▶ What this task involves: Take the data below and copy exactly the lines starting at the one with "Task: Describe the" and finishing at the one with "Input: one rendered", both included.

▶ Stored dataset items:
○ ○ ○ ○ ○

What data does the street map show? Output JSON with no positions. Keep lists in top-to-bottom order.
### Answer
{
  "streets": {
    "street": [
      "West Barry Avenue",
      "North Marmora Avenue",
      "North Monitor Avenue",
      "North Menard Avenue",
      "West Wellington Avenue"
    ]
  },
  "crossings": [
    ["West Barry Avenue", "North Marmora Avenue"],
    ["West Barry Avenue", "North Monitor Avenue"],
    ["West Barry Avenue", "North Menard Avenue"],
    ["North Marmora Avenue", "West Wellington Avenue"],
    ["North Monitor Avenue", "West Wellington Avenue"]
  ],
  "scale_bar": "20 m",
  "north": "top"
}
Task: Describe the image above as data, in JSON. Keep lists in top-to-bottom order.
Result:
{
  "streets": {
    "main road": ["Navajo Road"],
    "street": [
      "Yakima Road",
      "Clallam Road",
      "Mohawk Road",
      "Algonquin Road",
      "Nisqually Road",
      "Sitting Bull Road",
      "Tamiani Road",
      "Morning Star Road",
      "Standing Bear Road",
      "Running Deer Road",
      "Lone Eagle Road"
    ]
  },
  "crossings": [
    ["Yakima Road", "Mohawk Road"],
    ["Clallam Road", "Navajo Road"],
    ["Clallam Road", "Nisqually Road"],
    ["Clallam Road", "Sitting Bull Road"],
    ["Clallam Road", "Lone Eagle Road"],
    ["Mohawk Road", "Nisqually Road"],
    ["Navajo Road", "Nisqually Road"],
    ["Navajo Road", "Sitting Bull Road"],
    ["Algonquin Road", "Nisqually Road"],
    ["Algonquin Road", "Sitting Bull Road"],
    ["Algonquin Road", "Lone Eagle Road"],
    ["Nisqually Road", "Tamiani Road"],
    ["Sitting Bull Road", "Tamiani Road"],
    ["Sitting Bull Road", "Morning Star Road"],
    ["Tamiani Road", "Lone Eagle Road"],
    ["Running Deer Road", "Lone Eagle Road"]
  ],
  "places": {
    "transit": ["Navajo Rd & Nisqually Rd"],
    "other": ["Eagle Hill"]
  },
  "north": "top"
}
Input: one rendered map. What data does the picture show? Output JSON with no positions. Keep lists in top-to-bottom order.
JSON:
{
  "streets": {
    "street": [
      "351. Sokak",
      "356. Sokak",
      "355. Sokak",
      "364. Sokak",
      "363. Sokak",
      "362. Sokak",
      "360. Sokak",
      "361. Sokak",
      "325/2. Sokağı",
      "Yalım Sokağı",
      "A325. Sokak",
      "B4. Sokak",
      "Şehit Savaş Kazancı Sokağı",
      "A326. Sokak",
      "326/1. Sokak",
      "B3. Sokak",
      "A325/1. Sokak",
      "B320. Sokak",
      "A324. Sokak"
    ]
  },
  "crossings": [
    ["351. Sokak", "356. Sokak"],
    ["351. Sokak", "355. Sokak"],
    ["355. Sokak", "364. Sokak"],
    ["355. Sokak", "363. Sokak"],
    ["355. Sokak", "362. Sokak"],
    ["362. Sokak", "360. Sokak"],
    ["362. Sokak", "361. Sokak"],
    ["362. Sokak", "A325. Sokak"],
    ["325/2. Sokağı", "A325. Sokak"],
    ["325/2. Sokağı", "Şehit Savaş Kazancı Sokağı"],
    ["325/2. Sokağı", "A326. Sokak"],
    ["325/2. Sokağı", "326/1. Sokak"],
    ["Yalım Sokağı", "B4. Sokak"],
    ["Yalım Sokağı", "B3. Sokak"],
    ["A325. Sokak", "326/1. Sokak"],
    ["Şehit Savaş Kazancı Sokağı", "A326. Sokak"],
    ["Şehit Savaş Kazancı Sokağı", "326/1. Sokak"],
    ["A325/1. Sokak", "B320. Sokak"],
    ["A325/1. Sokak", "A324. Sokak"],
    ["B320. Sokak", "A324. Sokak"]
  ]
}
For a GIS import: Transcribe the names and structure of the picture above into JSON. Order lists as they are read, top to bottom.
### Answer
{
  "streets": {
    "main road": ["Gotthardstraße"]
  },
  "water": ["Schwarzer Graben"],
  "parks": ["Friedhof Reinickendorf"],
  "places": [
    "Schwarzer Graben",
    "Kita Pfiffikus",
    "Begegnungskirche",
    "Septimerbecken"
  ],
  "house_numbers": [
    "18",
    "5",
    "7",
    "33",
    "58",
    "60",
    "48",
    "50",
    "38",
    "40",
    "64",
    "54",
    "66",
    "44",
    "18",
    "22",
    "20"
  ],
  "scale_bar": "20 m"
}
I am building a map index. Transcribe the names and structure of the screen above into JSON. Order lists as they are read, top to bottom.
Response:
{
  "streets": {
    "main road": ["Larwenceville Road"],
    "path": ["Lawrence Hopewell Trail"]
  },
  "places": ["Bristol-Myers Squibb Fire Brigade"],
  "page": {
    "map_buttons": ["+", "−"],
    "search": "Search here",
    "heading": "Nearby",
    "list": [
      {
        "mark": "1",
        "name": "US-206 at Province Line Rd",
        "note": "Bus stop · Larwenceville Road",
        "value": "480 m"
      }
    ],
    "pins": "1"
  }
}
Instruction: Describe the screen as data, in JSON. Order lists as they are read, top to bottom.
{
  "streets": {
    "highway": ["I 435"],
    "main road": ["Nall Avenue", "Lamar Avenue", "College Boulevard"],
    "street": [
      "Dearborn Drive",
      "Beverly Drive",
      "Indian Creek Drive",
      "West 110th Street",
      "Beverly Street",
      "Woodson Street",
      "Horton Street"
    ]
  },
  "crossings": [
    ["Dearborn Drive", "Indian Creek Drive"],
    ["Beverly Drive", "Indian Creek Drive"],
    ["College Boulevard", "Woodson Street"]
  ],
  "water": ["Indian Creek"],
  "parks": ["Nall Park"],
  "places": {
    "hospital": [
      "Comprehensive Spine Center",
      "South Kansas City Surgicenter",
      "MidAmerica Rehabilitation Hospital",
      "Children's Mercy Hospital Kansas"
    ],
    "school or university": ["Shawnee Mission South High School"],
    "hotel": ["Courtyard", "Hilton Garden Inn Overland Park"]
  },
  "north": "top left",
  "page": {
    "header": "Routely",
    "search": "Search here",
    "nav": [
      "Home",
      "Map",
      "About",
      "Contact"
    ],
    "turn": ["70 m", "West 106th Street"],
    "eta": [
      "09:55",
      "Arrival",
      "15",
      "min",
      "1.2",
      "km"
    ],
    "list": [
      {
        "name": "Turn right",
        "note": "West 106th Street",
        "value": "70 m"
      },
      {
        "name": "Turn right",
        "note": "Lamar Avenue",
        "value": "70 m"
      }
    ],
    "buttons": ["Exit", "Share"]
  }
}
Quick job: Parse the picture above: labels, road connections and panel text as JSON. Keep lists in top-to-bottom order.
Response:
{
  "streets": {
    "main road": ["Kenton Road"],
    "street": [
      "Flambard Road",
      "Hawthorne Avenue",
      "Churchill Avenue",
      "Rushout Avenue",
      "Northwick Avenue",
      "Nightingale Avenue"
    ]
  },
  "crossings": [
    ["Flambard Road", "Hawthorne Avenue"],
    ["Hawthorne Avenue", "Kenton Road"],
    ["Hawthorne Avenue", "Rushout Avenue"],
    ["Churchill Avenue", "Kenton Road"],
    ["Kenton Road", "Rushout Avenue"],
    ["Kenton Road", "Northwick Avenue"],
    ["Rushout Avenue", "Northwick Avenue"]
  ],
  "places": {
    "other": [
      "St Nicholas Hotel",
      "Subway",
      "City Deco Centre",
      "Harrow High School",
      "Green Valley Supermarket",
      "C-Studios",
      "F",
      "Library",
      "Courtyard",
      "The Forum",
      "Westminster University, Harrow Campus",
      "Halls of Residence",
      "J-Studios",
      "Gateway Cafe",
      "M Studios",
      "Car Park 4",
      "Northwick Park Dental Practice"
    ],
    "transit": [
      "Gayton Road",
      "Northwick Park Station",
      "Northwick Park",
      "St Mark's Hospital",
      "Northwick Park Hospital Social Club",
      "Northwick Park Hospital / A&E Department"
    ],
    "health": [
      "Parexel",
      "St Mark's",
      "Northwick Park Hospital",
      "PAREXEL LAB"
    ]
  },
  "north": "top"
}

○ ○ ○ ○ ○

▶ Answer box:
Task: Describe the image above as data, in JSON. Keep lists in top-to-bottom order.
Result:
{
  "streets": {
    "main road": ["Navajo Road"],
    "street": [
      "Yakima Road",
      "Clallam Road",
      "Mohawk Road",
      "Algonquin Road",
      "Nisqually Road",
      "Sitting Bull Road",
      "Tamiani Road",
      "Morning Star Road",
      "Standing Bear Road",
      "Running Deer Road",
      "Lone Eagle Road"
    ]
  },
  "crossings": [
    ["Yakima Road", "Mohawk Road"],
    ["Clallam Road", "Navajo Road"],
    ["Clallam Road", "Nisqually Road"],
    ["Clallam Road", "Sitting Bull Road"],
    ["Clallam Road", "Lone Eagle Road"],
    ["Mohawk Road", "Nisqually Road"],
    ["Navajo Road", "Nisqually Road"],
    ["Navajo Road", "Sitting Bull Road"],
    ["Algonquin Road", "Nisqually Road"],
    ["Algonquin Road", "Sitting Bull Road"],
    ["Algonquin Road", "Lone Eagle Road"],
    ["Nisqually Road", "Tamiani Road"],
    ["Sitting Bull Road", "Tamiani Road"],
    ["Sitting Bull Road", "Morning Star Road"],
    ["Tamiani Road", "Lone Eagle Road"],
    ["Running Deer Road", "Lone Eagle Road"]
  ],
  "places": {
    "transit": ["Navajo Rd & Nisqually Rd"],
    "other": ["Eagle Hill"]
  },
  "north": "top"
}
Input: one rendered map. What data does the picture show? Output JSON with no positions. Keep lists in top-to-bottom order.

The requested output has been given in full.